• **EXERCISE DETAILS**:
What is the number of lines in the data that hold the string "Carrera"? Reply with that number only.
*** Opening PROVIDED RECORDS ***
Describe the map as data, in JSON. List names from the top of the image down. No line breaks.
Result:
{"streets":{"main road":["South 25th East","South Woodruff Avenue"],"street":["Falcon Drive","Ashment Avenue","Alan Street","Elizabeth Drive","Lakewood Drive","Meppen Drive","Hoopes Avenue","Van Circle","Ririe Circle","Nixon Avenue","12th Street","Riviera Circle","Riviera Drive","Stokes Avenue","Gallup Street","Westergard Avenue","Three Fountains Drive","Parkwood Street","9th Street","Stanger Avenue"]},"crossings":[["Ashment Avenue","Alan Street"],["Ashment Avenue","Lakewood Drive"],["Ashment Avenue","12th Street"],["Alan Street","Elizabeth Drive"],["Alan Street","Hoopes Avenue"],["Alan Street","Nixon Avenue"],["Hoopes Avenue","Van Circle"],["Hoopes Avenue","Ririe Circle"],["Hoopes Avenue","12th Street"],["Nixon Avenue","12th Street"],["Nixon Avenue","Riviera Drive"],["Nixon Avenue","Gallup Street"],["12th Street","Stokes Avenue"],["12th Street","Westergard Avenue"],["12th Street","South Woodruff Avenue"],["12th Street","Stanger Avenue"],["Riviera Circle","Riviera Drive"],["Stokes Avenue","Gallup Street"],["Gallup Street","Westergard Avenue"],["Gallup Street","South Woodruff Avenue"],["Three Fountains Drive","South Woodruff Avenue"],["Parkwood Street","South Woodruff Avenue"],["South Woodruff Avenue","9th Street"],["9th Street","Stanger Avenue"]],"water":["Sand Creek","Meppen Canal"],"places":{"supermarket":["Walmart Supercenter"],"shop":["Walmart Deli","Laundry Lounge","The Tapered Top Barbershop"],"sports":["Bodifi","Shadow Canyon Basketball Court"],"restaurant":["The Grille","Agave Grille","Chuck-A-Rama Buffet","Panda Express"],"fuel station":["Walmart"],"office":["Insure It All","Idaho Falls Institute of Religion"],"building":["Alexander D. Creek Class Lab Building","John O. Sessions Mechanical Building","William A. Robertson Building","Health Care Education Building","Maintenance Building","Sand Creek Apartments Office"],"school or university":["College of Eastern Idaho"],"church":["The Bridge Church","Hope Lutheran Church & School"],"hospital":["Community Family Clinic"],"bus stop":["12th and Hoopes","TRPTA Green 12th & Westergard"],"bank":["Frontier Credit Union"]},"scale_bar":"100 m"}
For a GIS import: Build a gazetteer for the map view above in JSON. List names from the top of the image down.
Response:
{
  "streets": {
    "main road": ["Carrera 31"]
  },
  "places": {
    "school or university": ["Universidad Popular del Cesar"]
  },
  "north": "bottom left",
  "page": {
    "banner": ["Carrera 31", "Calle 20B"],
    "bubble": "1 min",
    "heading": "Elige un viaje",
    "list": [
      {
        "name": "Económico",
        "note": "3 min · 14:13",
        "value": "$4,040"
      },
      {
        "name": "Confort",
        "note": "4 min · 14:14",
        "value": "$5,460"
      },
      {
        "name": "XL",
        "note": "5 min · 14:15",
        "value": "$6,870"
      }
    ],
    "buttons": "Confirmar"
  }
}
*** Closing PROVIDED RECORDS ***
• **ANSWER TO THE EXERCISE**:
2